Tell us more about your subscription program.

From a beverage perspective, I'm pretty convinced that subscriptions are probably the only way to drive profitability via paid media specifically and long-term online growth. And even that is a challenge.

 

We’ve been using Prive for our subscription software. Right now, Prive is probably the single most important D2C revenue driving tool in our tech stack, and we’re looking forward to leveraging it to be a tool that drives community, rewards, and referrals more in 2023.

The D2C channel for beverage brands can be tough with the cost of shipping because of the size and weight of the package. The only way to reduce shipping costs is to increase the AOV of the product. But when it comes to DTC, the beverage world is still missing a cost-effective way to bundle and personalize the experience for each customer.

 

Why sell Pricklee on Amazon, GoPuff, etc?

It all comes back to brand awareness. You also want to make sure there is profitability built into those channels. These last mile delivery services do a great job of actually building out programs when it comes to where they test where they launch brands. And so, I think aligning those types of platforms to areas that you have dense retail saturation, I think also just further reinforces your brand and just gives customers multiple touch points to discover your product.


Amazon, goes without saying has by far the greatest buying power of any platform, so not having has a big impact on offering consumers a convenient way to pick up your product. It goes as search goes.

 

Are retailers looking at any DTC metrics as a due diligence?

Yes, they’re looking at reviews, Amazon presence as well as followers and engagement on social media.

 

What is the most underrated marketing tactic?

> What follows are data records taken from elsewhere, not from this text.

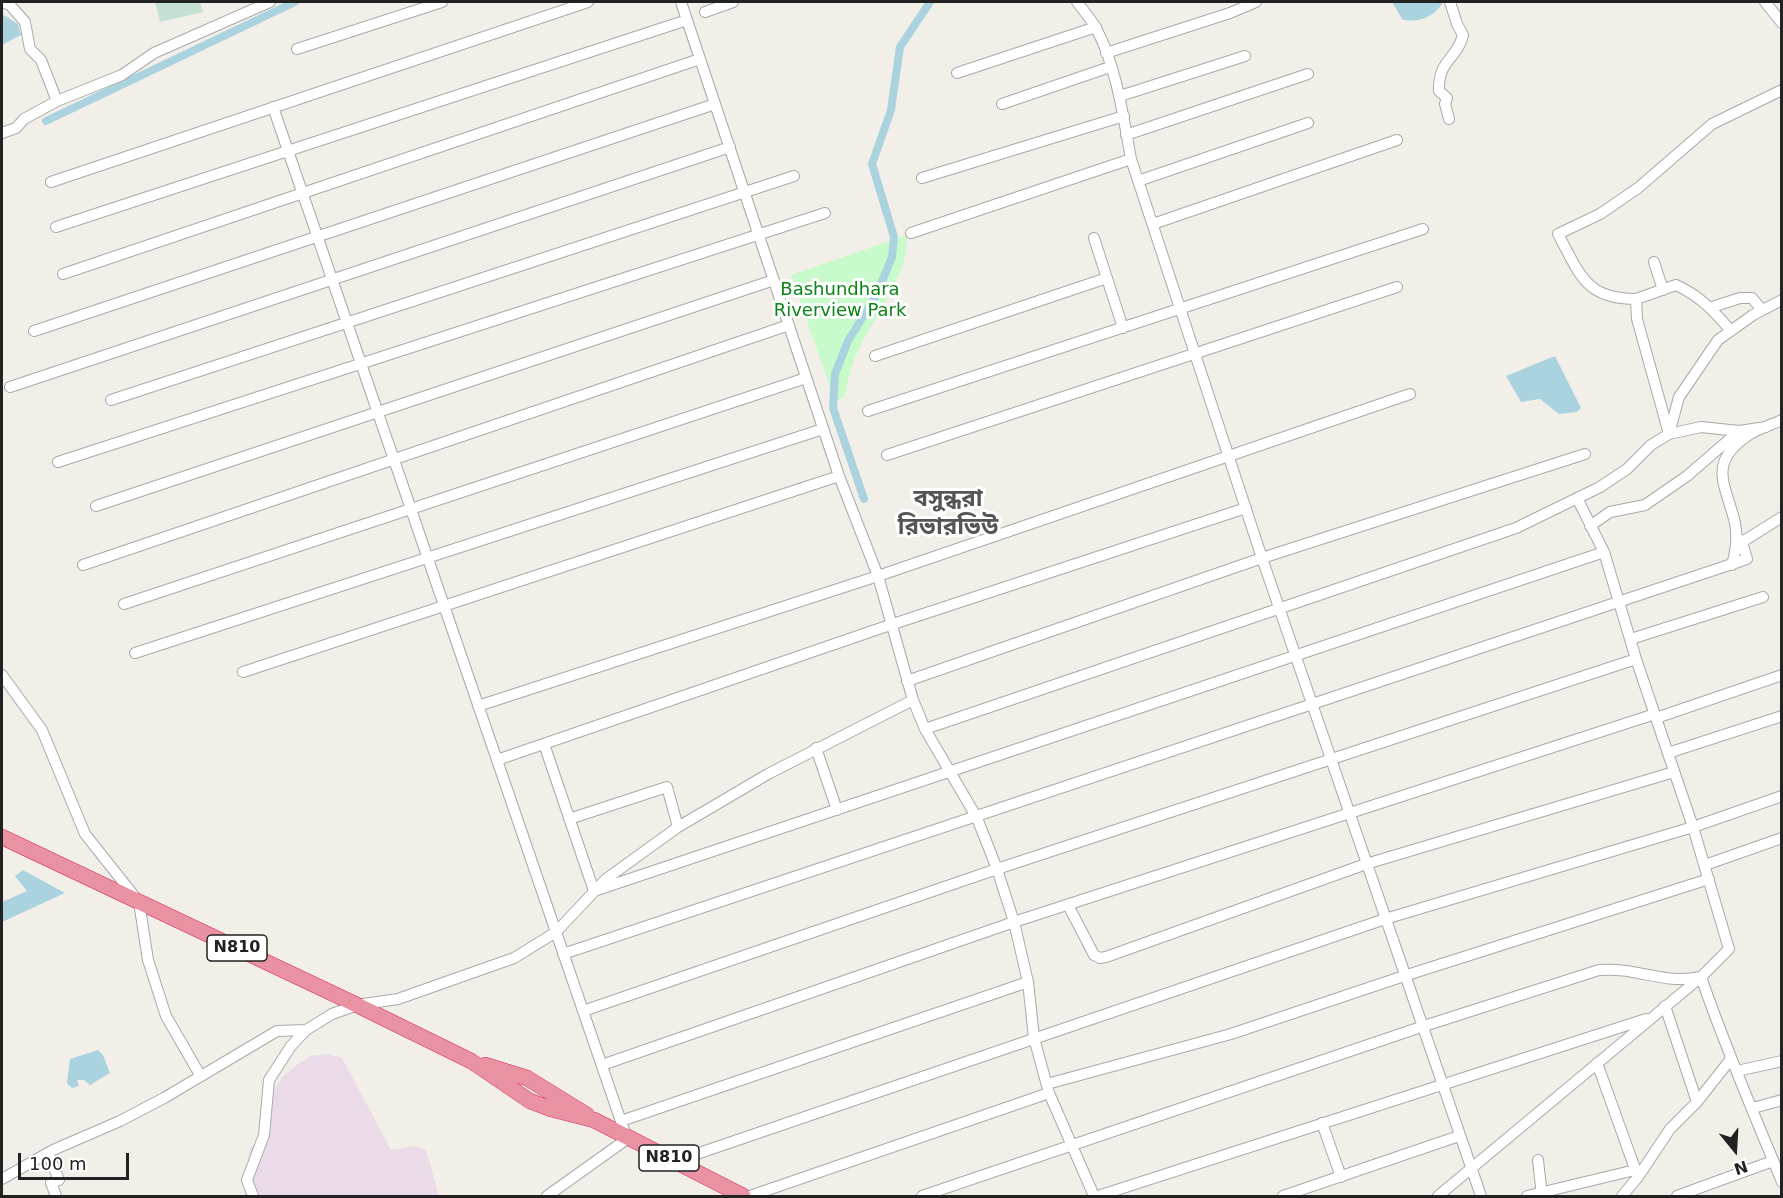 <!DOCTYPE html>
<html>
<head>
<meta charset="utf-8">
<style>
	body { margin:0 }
	#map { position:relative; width:1783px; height:1198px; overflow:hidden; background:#f2efe9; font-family:"DejaVu Sans",sans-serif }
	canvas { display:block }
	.frame { position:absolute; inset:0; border:3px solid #222; pointer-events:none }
	.north { position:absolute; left:1705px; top:1120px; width:60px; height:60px; -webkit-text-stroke:4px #fff; paint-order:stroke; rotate:162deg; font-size:16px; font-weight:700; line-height:24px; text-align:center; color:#222 }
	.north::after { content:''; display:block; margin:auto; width:21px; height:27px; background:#222; clip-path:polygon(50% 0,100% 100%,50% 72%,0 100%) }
	.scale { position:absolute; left:18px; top:1153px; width:111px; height:27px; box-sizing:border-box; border:3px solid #222; border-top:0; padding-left:8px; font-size:18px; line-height:21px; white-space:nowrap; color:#222; -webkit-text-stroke:4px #fff; paint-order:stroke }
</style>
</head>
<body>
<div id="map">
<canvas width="1783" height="1198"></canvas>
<div class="frame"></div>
<div class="north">N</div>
<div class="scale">100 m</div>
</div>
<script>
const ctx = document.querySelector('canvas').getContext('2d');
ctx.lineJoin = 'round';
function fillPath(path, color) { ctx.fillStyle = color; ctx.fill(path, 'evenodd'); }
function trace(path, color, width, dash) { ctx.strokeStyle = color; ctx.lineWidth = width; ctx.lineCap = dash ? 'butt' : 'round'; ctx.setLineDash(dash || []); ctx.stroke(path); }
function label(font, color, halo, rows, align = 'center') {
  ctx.font = font + ' "DejaVu Sans","Noto Sans Bengali",sans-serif'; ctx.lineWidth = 6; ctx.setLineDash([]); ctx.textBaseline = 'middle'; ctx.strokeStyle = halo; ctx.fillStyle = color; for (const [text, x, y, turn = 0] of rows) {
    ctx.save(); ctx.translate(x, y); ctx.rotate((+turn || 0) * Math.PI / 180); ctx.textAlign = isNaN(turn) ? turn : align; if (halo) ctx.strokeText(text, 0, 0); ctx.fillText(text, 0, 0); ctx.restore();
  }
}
fillPath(new Path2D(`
	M327,1054L342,1058L391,1150L415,1146L426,1150L439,1196H258L248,1170L250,1148L270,1132L272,1093L282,1077L298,1064L311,1056Z`), '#ebdbe8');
fillPath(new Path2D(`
	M155,2H200L203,12L160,22Z`), '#c6e0d4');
fillPath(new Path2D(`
	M907,235C908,278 875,314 858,351C851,365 848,381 845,396L839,400L834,399L791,275Z`), '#c8facc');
fillPath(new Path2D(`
	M1392,2H1442V4C1434,17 1416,24 1402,19Z
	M2,14L18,24L21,35L2,45Z
	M1555,356L1581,408L1577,412L1559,414L1540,399L1521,402L1506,376Z
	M23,870L65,893L2,922V902L27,891L15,876Z
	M98,1050L103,1055L110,1073L90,1085L84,1080H77L79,1086L72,1088L67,1083L70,1059Z`), '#aad3df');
trace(new Path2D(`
	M46,121L295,2
	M864,499L833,408L835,374L848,341L876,296L892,257L894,237L872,164L891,110L900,47L930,2`), '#aad3df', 8);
const minor = new Path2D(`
	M2,2L10,5L25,22L30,49L41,60L57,101
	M681,2L839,476L878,576L913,700L925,729L977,818L997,869L1014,922L1028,982L1034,1038L1049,1093L1094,1196
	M1077,2C1083,10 1091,19 1096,28C1117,68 1123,116 1131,159L1262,558L1481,1196
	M1765,2L1782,23
	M705,12L733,2
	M297,49L442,2
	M1106,53L1230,13L1256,2
	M957,73L1096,27
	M1120,96L1245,56
	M1002,104L1110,67
	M273,107L627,1139L547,1196
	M1449,119L1445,104L1447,98L1439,91C1438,59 1457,60 1463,35L1457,24L1450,2
	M2,133L16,128L24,119L57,101L122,75L154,53L270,2
	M1126,135L1308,74
	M922,178L1124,116
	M1138,181L1308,123
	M51,182L588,2
	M1153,224L1397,140
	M56,227L687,20
	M911,233L1131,159
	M1094,238L1123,328
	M1654,262L1663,290
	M63,274L700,59
	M1636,299L1676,285C1700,296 1714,311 1731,331
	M1712,307L1740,298H1752L1762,310
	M34,331L715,104
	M875,356L1107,278
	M10,387L730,147
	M111,400L794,176
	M868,411L1423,229
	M1669,434L1637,319L1636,299C1586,299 1580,275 1558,234L1600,214L1638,188L1712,124L1782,90
	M1669,434L1679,397L1718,340L1753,315L1782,300
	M887,455L1397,287
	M58,462L825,213
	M96,506L774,280
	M1590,526L1610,512L1645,505L1687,476L1739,431
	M1742,542L1782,517
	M83,565L789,325
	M1732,565C1736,551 1738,538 1735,523C1727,487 1706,464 1747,436C1757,429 1771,425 1782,420
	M124,604L806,378
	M1631,639L1763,597
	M135,653L823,429
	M243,672L839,476
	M2,675L42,730L85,834L139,902L148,960L166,1016L200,1075
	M907,681L1262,558L1585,454
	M478,706L878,576L1410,394
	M1656,718L1782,675
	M925,729L1516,528L1600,487L1627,469L1651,445L1669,434L1701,427L1739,431L1766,427
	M544,744L594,891L1604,552
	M816,748L837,810
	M1668,753L1782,716
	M497,760L890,625L1246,508
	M569,819L667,787L678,827
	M1705,865L1782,838
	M1068,905L1094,955L1100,958L1106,957L1366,864L1674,772
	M563,954L1747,559L1742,542L1736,536
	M1665,1006L1697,1102
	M583,1011L997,869L1636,659
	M1597,1063L1638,1177L1622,1196
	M602,1065L1014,922L1655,714
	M1737,1071L1782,1061
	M1047,1084L1231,1034L1404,976L1709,879
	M1753,1108L1782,1100
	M621,1121L1028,982
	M1322,1123L1341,1177
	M48,1153L59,1180L51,1183L56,1196
	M1538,1160L1542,1196
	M676,1161L1385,919L1693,827L1782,796
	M1638,1177L1670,1129L1697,1102L1730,1060
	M2,1179L53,1150L120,1121L164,1098L277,1031L306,1030L332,1014L357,1005L398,999L514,958L556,932L606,879L678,827L768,774L913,700
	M253,1196L247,1180L264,1135L269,1080L291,1046L306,1030
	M750,1196L1049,1093
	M922,1196L1424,1026L1599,970C1638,967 1662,985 1701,977C1725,1047 1754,1114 1782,1182
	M1098,1196L1646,1019
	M1283,1196L1459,1136
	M1438,1196L1701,977L1729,949L1693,827L1636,659L1604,552L1578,500
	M1527,1196L1635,1170
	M1677,1196L1773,1161`);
const highway = new Path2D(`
	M2,837L357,1005L471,1061L530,1101L551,1109L594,1120L743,1196
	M485,1065L527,1078L587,1115`);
trace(minor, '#a9a9a9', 12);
trace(highway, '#dc2a67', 16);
trace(minor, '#fff', 10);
trace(highway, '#e892a2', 15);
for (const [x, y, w] of [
	[237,948,60],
	[669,1158,60]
]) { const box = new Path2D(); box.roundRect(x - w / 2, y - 13, w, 26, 4.5); ctx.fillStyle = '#fff'; ctx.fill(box); trace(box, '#222', 1.5); }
label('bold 16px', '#222', null, [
	["N810",237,948],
	["N810",669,1158]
]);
label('18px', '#0c8416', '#fff', [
	["Bashundhara",840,290],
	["Riverview Park",840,311]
]);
label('bold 24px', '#555', '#fff', [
	["বসুন্ধরা",948,500],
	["রিভারভিউ",948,528]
]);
</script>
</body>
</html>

I think the most underrated marketing tactic is building case studies with those early brand partners. Personally, we’ve found momentum by leaning into the accounts that have supported us from the beginning and building case studies around them that we’re then able to leverage to get into the next retailer. Product demos are also very underrated. I still do as many demos as I can because it allows me to refine our pitch and just master how to talk to about our product to different people. Demos provide qualitative insights that no amount of data will truly ever give you.

 

What's in your tech stack?

Prive (subscription), Klaviyo (email marketing), Postscript (SMS), Stockist (Store Locator), Okendo (Reviews)

That's it! Thanks for talking to us Kun.